Bile acids are amphipathic steroid molecules normally synthesized in the liver from cholesterol, followed by excretion as the major component of bile. Synthetic bile acid agonists have recently emerged as promising agents in the treatment of chronic liver diseases, such as non-alcoholic fatty liver disease and primary biliary cirrhosis [59]. In general, most hydrophobic bile acids can have toxic effects, while hydrophilic bile acids are cytoprotective. In wild-type (WT) mice, common bile duct ligation (BDL), a model of obstructive cholestasis, alters bile acid composition, with significant increases in hydrophilic conjugated bile acids, causing pro-inflammatory but not cytotoxic effects in hepatocytes [60]. Interestingly, BDL has been shown to actually activate hepatoprotective mechanisms as well. In a series of elegant experiments, Gao et al. showed that activation of autophagy after BDL protects WT liver from cholestasis-induced injury, by eliminating accumulation of reactive oxygen species and preventing apoptosis [61]. Similarly, cultured human HepG2 cells pre-conditioned with sub-toxic concentrations of the hydrophobic bile acid glycochendeoxycholic acid (GCDCA) adapted towards further insult from GCDCA-induced apoptosis (a process called “hormesis”) [62]. Khan et al. recently demonstrated that BDL accelerated clearance of ATZ globules in PiZ mice, with enhanced autophagy and proliferation of globule-devoid hepatocytes compared to globule-containing cells [63]. Comparable findings were also confirmed using a partial BDL model, in which the unligated right lobe served as an internal control for the ligated left lobe, supporting localized effects of retained bile acids in PiZ mouse liver [63]. These findings suggest a role for bile acid signaling as a potential therapeutic target in A1ATD.

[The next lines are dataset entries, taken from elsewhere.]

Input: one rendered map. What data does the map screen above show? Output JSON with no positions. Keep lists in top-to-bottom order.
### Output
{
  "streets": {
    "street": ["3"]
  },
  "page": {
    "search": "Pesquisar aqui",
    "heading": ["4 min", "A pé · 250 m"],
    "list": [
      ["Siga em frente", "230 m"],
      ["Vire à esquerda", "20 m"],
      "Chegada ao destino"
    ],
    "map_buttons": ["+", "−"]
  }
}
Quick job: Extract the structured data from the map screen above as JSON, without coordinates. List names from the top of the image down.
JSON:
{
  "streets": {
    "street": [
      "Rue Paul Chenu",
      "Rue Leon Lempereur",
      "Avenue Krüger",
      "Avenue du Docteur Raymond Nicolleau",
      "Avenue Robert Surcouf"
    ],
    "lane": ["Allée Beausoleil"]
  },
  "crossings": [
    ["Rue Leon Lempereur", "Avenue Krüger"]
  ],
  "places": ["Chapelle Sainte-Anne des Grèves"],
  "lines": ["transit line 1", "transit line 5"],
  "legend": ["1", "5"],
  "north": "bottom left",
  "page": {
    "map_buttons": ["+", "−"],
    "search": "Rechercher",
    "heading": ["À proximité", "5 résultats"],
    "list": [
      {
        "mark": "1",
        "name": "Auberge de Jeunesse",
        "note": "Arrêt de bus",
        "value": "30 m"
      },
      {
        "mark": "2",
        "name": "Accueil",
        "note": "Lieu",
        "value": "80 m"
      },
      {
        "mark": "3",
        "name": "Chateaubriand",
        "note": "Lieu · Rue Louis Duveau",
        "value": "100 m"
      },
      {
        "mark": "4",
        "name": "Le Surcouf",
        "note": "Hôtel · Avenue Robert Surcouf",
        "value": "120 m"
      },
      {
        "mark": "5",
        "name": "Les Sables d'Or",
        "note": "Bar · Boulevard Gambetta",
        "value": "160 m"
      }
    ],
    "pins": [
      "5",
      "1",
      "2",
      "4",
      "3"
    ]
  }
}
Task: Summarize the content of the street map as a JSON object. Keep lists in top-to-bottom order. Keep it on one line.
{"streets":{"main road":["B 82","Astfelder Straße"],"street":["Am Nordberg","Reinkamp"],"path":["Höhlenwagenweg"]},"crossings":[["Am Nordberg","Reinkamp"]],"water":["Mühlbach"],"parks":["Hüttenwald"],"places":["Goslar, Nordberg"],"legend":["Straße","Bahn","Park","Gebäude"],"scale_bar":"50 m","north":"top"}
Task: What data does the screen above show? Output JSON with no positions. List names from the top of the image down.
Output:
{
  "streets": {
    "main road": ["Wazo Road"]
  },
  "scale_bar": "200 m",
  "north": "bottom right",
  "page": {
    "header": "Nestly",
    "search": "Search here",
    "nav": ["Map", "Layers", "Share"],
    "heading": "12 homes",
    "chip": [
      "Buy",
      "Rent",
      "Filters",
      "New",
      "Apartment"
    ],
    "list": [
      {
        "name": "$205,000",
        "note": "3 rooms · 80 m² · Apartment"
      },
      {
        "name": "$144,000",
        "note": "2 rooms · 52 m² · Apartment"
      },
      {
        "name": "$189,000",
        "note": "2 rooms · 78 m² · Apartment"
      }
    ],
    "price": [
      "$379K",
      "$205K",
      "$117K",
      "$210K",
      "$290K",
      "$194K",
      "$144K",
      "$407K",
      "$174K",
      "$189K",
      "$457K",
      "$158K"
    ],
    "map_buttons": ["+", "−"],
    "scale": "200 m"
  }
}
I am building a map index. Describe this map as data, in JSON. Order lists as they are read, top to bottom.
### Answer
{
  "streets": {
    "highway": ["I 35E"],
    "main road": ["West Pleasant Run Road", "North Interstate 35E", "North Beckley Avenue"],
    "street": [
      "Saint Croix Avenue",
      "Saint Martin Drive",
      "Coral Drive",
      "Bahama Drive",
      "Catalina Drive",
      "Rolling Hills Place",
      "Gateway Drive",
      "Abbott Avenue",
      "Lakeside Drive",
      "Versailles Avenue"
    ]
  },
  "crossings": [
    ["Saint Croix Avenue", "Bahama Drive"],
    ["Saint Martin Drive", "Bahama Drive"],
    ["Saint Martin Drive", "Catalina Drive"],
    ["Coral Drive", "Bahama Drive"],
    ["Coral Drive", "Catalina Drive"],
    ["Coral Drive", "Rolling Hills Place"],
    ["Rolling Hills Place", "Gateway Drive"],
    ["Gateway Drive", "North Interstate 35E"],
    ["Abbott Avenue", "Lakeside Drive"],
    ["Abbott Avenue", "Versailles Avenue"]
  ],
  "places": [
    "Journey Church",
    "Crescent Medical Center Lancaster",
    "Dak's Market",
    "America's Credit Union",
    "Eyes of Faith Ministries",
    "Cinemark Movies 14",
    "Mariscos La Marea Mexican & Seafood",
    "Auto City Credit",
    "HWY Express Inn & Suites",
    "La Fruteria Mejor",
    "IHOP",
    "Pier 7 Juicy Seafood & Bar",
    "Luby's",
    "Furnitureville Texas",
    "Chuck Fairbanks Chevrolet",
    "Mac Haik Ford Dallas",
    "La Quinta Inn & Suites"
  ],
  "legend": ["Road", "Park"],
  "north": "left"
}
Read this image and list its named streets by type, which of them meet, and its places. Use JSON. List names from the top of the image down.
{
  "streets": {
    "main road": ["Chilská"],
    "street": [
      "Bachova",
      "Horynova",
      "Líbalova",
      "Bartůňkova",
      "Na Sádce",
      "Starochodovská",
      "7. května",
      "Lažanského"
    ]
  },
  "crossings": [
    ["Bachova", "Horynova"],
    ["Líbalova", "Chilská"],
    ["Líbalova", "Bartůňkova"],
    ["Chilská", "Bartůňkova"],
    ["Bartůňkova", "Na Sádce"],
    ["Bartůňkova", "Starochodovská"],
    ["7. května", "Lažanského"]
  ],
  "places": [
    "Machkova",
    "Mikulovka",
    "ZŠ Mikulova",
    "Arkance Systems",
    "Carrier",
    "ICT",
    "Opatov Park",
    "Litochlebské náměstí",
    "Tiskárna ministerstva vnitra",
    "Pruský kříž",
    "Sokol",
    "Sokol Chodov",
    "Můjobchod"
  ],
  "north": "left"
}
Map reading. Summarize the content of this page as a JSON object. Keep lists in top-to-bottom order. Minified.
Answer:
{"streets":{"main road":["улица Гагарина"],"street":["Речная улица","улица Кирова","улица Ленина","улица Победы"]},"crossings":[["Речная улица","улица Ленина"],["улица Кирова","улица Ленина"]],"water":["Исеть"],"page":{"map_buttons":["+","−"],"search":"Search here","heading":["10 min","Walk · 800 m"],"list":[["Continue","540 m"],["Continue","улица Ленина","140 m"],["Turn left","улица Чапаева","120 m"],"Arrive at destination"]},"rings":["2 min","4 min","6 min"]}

The choleretic ursodeoxycholic acid (UDCA) has immunomodulatory, anti-oxidant, and anti-apoptotic properties, and it has long been a staple in the management of cholestasis, including in patients with mild-to-moderate liver disease in A1ATD [64]. In vitro treatment with the hydrophilic bile acid, tauroursodeoxycholic acid (TUDCA), has been shown to inhibit apoptosis in HEK293 cells over-expressing ATZ [65]. More recently, nor-ursodeoxycholic acid (nor-UDCA), a side-chain shortened derivative of UDCA, is another synthetic bile acid actively under investigation for the treatment of cholangiopathies, such as primary sclerosing cholangitis [66]. nor-UDCA is unique in that it is a weak acid that goes through cholehepatic shunting, with reabsorption directly from cholangiocytes to hepatocytes, to stimulate bile flow and remove toxic bile acids independently of known bile acid receptors [66] When PiZ mice were treated with this compound, there was a 32% increase in autophagic vacuoles with a significant reduction in the accumulation of ATZ globules. Furthermore, majority of globules were observed to be in continuity with an autophagic vacuole, suggesting a direct effect on enhancing autophagy. nor-UDCA also reduced both proliferation of inflammatory cells as well as the number and area of inflammatory foci. This was reflected in improved markers of hepatic injury and apoptosis, as well as less compensatory liver proliferation. Most interesting is that the effects of nor-UDCA seem to be unique to cells with the PiZ mutation and are not replicated in WT mice [67•]. Exogenous bile acids such as nor-UDCA are thus promising as small molecule therapy to increase autophagy and even protect against liver damage in A1ATD.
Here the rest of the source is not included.